MP 936 é cilada para os trabalhadores

A MP (Medida Provisória) 936/2020 que entrou em vigor nesta quinta-feira (2), foi anunciada pelo governo Bolsonaro como sendo a grande saída econômica para preservar empregos e salários durante a pandemia da COVID-19. No entanto, tem diversos trechos inconstitucionais ou ilegais. É o que apontam diversos especialistas.

Em resumo, a MP autoriza os empregadores, temporariamente, a reduzir salários e jornadas (por até 90 dias) ou suspender contratos de trabalho (até 60 dias), com direito à estabilidade temporária do empregado e recebimento de benefício emergencial pago pelo governo.

A redução de jornada e salário poderá ser de 25%, 50%, 75% ou até 100%.

E, num dos pontos mais polêmicos, diz que isso pode ser feito mediante apenas de acordo entre patrões e trabalhadores, sem participação de Sindicatos. O que, claramente, deixa o trabalhador em total desvantagem.

Antonio de Freitas Jr., professor de direito do trabalho da USP, foi taxativo em afirmar, em entrevista ao jornal Folha de S. Paulo, que isso fere o artigo 7º da Constituição que proíbe a redução salarial, a menos que esteja prevista em acordo ou convenção coletiva.
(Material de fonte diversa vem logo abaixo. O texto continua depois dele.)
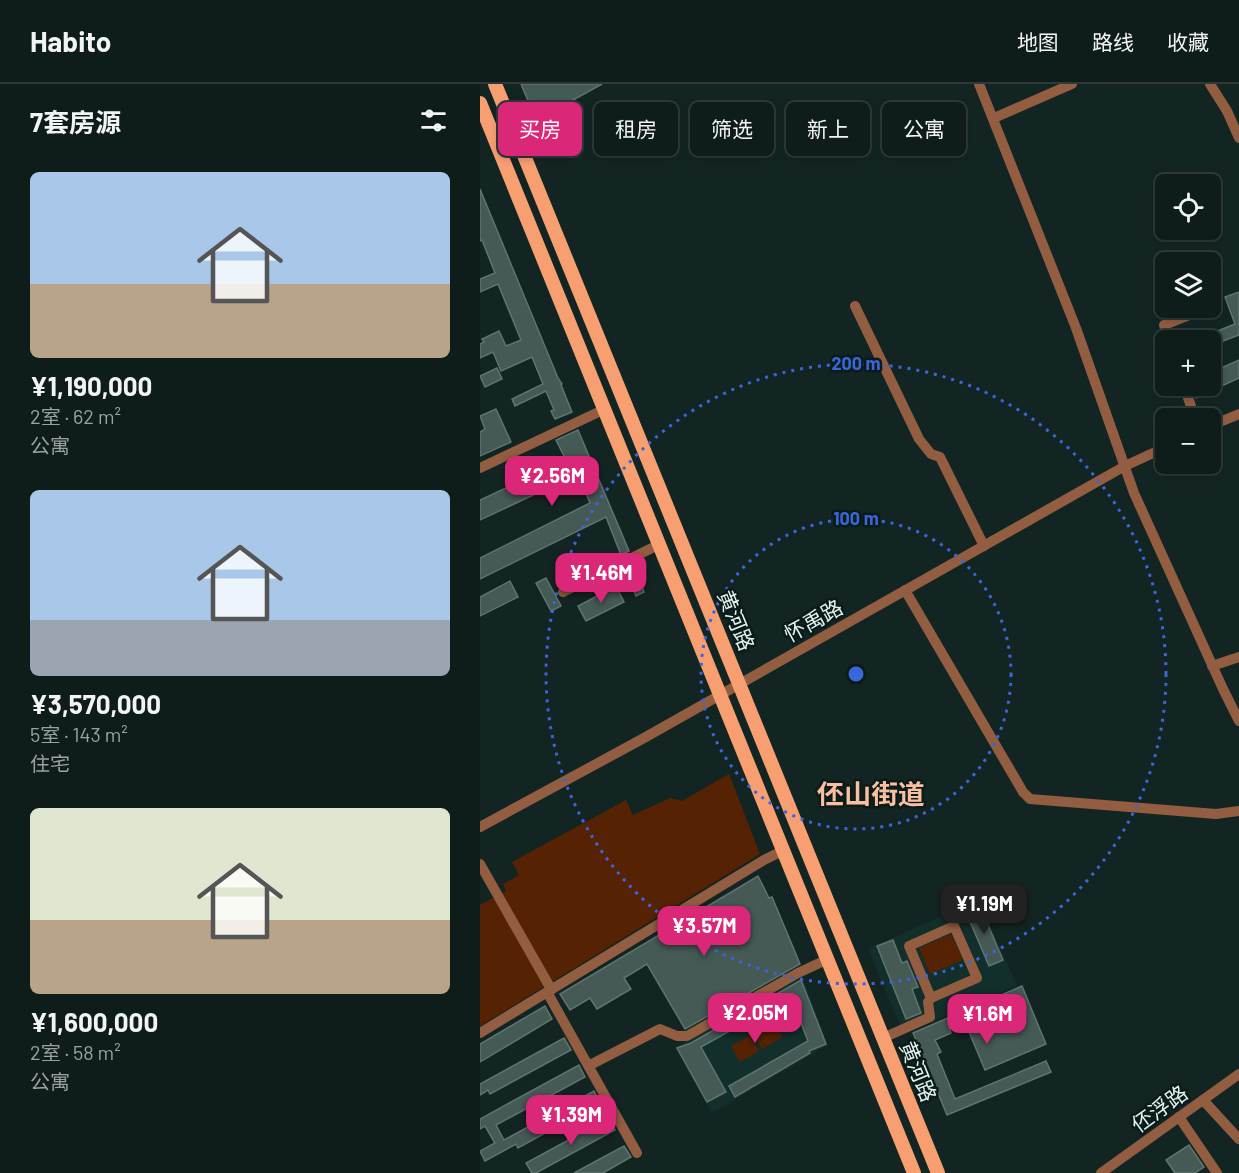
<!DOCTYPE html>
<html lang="zh">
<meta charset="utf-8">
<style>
:root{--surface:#0e1c1a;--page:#1c2927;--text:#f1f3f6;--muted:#9ba1a2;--line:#2e3a39;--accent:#db2777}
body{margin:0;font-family:Barlow,"Noto Sans SC",sans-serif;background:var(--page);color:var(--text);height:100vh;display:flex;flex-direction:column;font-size:22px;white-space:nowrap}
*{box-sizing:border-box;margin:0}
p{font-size:20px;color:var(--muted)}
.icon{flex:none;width:33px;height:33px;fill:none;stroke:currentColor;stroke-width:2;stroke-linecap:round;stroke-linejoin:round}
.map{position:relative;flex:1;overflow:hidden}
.sheet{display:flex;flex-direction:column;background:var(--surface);width:480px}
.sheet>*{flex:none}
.hud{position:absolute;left:18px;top:18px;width:570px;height:54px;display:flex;gap:12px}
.buttons{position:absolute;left:675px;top:90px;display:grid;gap:12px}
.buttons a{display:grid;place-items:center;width:66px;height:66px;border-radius:9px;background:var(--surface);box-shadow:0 3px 9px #0003,0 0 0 2px var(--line);font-size:30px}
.price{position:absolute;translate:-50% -51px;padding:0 14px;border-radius:12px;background:var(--accent);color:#fff;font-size:20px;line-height:39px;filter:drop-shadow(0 2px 3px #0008)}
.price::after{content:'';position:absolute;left:50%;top:36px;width:18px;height:14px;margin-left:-9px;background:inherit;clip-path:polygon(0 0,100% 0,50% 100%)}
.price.on{background:#222;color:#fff}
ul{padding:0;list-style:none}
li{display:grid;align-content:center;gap:12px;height:318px;padding:0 30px}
li span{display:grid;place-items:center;height:186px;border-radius:9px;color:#555}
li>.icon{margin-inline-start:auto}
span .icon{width:108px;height:108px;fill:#fffc;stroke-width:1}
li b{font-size:26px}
h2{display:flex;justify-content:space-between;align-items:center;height:72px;padding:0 30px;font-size:26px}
.pill{padding:0 21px;border-radius:9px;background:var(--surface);box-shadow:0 3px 9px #0003,0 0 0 2px var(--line);font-size:21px;line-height:54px}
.pill.on{background:var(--accent);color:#fff}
header{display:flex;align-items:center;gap:36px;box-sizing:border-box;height:84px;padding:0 30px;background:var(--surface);border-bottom:2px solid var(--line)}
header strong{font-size:28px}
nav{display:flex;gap:33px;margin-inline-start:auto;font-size:21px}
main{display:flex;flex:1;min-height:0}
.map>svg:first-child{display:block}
</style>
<header>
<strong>Habito</strong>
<nav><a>地图</a><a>路线</a><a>收藏</a></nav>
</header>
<main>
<section class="sheet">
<h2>7套房源<svg class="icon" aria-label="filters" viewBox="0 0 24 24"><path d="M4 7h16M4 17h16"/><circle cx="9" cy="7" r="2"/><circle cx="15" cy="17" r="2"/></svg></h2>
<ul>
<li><span style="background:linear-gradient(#a9c7e8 60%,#b9a48a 0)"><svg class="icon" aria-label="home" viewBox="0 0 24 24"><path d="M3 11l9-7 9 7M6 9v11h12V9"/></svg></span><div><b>¥1,190,000</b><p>2室 · 62 m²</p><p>公寓</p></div></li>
<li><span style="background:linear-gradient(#a9c7e8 70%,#9aa5b1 0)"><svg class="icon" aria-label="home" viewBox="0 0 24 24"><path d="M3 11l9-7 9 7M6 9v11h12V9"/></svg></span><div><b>¥3,570,000</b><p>5室 · 143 m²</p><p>住宅</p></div></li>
<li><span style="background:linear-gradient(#dfe7d0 60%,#b9a48a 0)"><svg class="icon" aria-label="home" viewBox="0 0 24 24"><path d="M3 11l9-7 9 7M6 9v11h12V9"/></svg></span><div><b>¥1,600,000</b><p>2室 · 58 m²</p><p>公寓</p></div></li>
</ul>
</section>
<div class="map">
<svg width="759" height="1089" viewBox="0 0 759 1089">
<rect width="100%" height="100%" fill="#132523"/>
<!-- built -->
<g fill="#122f2b">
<path d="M499,815L537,902L424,950L388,865Z"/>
<path d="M316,894H323L348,961L232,1029L195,964Z"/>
</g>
<!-- green -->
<g fill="#552304">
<path d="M249,690L280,770L0,942V821L26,807L23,800L39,791L32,778L146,716L153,731L190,714L202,717Z"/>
<path d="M471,850L483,876L450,890L439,864Z"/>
<path d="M295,937L303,953L282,965L273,950Z"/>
<path d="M270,951L279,967L260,978L251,962Z"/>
</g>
<!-- building -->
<g fill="#455955" stroke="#5f7470" stroke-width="1.5">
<path d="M41,0H122L73,27L55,33Z"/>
<path d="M0,105L78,294L82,300L81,301L92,328L75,335L71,327L74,326L66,307L35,322L32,315L63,300L52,273L21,287L13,268L0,274V260L4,258L2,255L19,247L26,262L41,256L18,200L0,208V195L15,189L2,156L0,157Z"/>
<path d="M759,208V251L730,262V250L755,240L745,213Z"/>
<path d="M759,276V294L716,314L712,302H730V289Z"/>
<path d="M17,284L22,295L5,303L0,292Z"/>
<path d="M16,325L31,358L0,372V348L5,345L0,332Z"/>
<path d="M98,346L149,467L141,471L126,433L0,495V474L110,419L98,390L0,436V416L86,376L76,356Z"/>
<path d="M154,482L164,508L156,512L145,486Z"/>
<path d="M66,494L81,522L71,527L56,499Z"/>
<path d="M30,497L38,513L0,532V513Z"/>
<path d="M136,502L144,518L106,537L98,522Z"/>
<path d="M278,792L289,814L292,813L320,880L205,945L167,880L144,894L151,905L117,925L110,914L90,926L80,910Z"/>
<path d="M499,820L523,876L509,882L485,826Z"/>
<path d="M413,856L422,879L427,877L438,903L432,905L441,929L426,935L397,862Z"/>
<path d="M321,896L346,960L329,967L330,969L255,1013L249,1002L328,957L316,926L302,931L298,920L221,963L246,1008L227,1018L197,964L211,959Z"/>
<path d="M542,902L566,960L505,986L484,936L469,943L471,949L455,956L461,968L457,970L475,1015L566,977L571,988L467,1031L433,949Z"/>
<path d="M65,922L72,935L0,978V960Z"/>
<path d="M84,954L91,966L10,1010L8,1006L0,1011V1000Z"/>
<path d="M99,981L105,993L16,1041L24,1056L114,1007L120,1019L38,1064L36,1060L5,1077L0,1067L15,1059L5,1042L0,1045V1035Z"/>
<path d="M129,1034L135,1046L56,1089H52L46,1079Z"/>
<path d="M709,1061L724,1083L715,1089H695L686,1076Z"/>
<path d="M144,1062L151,1073L123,1089H94Z"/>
</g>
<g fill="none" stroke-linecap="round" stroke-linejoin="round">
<!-- minor -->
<g stroke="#935d42" stroke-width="10">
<path d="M499,0L596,244L654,409L743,605L759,637"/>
<path d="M730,0L747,27L759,54"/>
<path d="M514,34L592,0"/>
<path d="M375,222L439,355L451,370L460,373L504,462"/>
<path d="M689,256L684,241L727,224"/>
<path d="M704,302L715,334"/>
<path d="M730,342L759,330"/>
<path d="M0,384L125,325"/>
<path d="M425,506L543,708L550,715L736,730L759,727"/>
<path d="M83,508L180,460"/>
<path d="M732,582L759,573"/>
<path d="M0,743L164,654L645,382L686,363"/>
<path d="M0,780L71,905"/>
<path d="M474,842L497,894L451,914L429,862Z"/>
<path d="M67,908L157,1069"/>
<path d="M0,949L284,776L304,766"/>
<path d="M403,954L450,933L448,918L451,914"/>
<path d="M110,981L180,945L197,952H207L318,889L348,875"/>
<path d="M723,1016L759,1055"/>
<path d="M699,1033L737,1089"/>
<path d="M621,1089L759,990"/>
</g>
<!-- major -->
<g stroke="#f89f72" stroke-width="14">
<path d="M15,0L458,1089"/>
<path d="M0,19L434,1089"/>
</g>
</g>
<!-- distance rings -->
<g fill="none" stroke="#3b66db" stroke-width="3" stroke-dasharray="3 6">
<circle cx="376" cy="590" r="155"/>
<circle cx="376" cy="590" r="310"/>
</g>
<g text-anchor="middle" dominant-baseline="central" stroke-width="5" stroke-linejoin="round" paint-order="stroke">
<!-- street labels -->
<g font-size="21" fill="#e5f1ee" stroke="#091c19">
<text transform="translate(257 536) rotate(68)">黄河路</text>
<text transform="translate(333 536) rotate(-29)">怀禹路</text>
<text transform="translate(439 987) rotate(68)">黄河路</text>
<text transform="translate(679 1024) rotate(-36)">伾浮路</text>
</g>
<!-- district labels -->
<g font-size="27" font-weight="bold" fill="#fabea1" stroke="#091c19">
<text x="391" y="709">伾山街道</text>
</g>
</g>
<circle cx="376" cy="590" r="9" fill="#3b66db" stroke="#091c19" stroke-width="3"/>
<g font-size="18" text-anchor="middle" font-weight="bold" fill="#3b66db" stroke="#091c19" stroke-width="5" stroke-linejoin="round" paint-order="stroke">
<text x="376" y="286">200 m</text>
<text x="376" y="441">100 m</text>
</g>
</svg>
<div class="buttons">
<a><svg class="icon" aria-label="locate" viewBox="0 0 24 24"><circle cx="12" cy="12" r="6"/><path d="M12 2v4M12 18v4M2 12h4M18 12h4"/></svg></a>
<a><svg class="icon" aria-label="layers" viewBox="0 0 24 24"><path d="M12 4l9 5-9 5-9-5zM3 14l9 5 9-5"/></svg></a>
<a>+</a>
<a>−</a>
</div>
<b class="price" style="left:72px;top:423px">¥2.56M</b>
<b class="price" style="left:121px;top:520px">¥1.46M</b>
<b class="price on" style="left:504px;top:851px">¥1.19M</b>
<b class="price" style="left:224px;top:873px">¥3.57M</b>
<b class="price" style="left:275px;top:960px">¥2.05M</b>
<b class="price" style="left:507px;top:961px">¥1.6M</b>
<b class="price" style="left:91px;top:1062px">¥1.39M</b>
<div class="hud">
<a class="pill on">买房</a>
<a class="pill">租房</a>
<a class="pill">筛选</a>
<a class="pill">新上</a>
<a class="pill">公寓</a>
</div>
</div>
</main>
E que a via do acordo individual não é permitida, nem mesmo em situação de calamidade pública.

Suspensão dos contratos
A MP também prevê a suspensão do contrato de trabalho, outro ponto considerado ilegal.

O texto prevê que o trabalhador que tiver o contrato suspenso receberá um benefício do governo que pode chegar a 100% do valor do seguro-desemprego a que ele teria direito em caso de demissão (de R$ 1.045 a R$ 1.813,03). Ou seja, o cálculo do benefício não será sobre o salário do trabalhador.

Mas a grande cilada vem na sequência: a MP diz que o benefício será acumulado com uma compensação financeira paga pelo empregador, que não terá caráter salarial e sim indenizatório.

Com isso o trabalhador perde, porque o valor não entra nos cálculos de férias, 13º, FGTS ou contribuição previdenciária. Além do que, sem os sindicatos essa compensação financeira será bastante rebaixada, já que o governo não estabelece regras, nem valores.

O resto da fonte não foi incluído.